▶ **Task**: A complete answer includes every line below with the word "Extract".

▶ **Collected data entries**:
====

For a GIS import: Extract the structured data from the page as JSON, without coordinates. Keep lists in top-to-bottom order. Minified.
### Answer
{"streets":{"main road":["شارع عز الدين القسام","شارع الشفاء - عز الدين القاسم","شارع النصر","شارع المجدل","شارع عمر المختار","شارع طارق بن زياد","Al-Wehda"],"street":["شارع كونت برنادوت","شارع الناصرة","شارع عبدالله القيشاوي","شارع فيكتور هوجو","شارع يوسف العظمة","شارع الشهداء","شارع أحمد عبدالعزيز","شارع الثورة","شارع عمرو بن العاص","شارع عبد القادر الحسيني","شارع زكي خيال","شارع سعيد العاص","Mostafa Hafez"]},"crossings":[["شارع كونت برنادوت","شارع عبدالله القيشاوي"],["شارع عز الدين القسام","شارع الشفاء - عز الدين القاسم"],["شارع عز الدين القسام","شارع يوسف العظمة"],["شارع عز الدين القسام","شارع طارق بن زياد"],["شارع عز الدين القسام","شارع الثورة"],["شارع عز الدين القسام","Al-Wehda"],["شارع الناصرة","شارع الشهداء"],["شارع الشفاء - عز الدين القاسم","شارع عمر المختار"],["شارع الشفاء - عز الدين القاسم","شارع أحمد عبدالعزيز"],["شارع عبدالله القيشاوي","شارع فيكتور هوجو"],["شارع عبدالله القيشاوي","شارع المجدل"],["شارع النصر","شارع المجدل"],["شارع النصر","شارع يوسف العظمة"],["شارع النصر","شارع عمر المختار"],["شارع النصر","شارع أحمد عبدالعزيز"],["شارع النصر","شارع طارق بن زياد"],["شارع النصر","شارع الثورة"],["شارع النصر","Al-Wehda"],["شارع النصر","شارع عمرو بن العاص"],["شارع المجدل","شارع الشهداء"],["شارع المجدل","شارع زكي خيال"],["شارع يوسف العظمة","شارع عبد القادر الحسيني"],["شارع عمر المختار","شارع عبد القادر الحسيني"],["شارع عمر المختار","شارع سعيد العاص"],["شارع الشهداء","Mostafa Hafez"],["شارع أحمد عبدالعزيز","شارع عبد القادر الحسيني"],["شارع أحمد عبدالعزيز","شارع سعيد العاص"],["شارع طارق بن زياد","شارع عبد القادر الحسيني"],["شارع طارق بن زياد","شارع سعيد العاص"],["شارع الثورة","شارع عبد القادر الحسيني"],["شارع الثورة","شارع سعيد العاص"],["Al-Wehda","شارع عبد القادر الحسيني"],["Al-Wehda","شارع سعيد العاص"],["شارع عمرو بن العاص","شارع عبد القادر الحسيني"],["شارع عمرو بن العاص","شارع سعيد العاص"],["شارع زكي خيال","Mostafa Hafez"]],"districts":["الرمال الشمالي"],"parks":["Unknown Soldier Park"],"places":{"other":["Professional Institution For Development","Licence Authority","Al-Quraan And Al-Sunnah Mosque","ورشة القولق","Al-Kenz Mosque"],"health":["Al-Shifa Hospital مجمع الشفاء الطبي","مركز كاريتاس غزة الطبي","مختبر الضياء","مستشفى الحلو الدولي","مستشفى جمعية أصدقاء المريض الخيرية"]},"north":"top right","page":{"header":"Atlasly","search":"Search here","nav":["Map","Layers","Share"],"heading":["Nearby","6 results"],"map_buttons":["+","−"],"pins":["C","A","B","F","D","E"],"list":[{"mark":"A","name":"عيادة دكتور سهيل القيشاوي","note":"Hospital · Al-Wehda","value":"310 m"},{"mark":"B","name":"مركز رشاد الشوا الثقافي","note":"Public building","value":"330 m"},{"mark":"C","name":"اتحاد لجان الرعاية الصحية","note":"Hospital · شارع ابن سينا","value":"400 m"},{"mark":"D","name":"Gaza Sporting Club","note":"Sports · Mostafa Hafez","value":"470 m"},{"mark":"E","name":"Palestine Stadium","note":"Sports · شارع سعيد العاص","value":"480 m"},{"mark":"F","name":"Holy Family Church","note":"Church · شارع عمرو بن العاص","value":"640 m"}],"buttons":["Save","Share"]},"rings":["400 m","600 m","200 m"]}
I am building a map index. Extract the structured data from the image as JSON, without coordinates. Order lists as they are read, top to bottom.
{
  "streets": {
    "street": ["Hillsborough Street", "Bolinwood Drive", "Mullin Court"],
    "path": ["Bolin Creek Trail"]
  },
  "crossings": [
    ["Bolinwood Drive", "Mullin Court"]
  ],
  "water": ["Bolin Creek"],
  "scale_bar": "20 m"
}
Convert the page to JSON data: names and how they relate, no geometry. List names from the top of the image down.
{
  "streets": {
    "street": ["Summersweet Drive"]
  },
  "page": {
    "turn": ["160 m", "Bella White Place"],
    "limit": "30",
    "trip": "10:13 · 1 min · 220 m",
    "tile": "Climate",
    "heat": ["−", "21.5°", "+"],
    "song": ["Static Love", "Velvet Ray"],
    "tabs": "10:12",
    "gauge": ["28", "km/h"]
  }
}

====

▶ **Task answer**:
For a GIS import: Extract the structured data from the page as JSON, without coordinates. Keep lists in top-to-bottom order. Minified.
I am building a map index. Extract the structured data from the image as JSON, without coordinates. Order lists as they are read, top to bottom.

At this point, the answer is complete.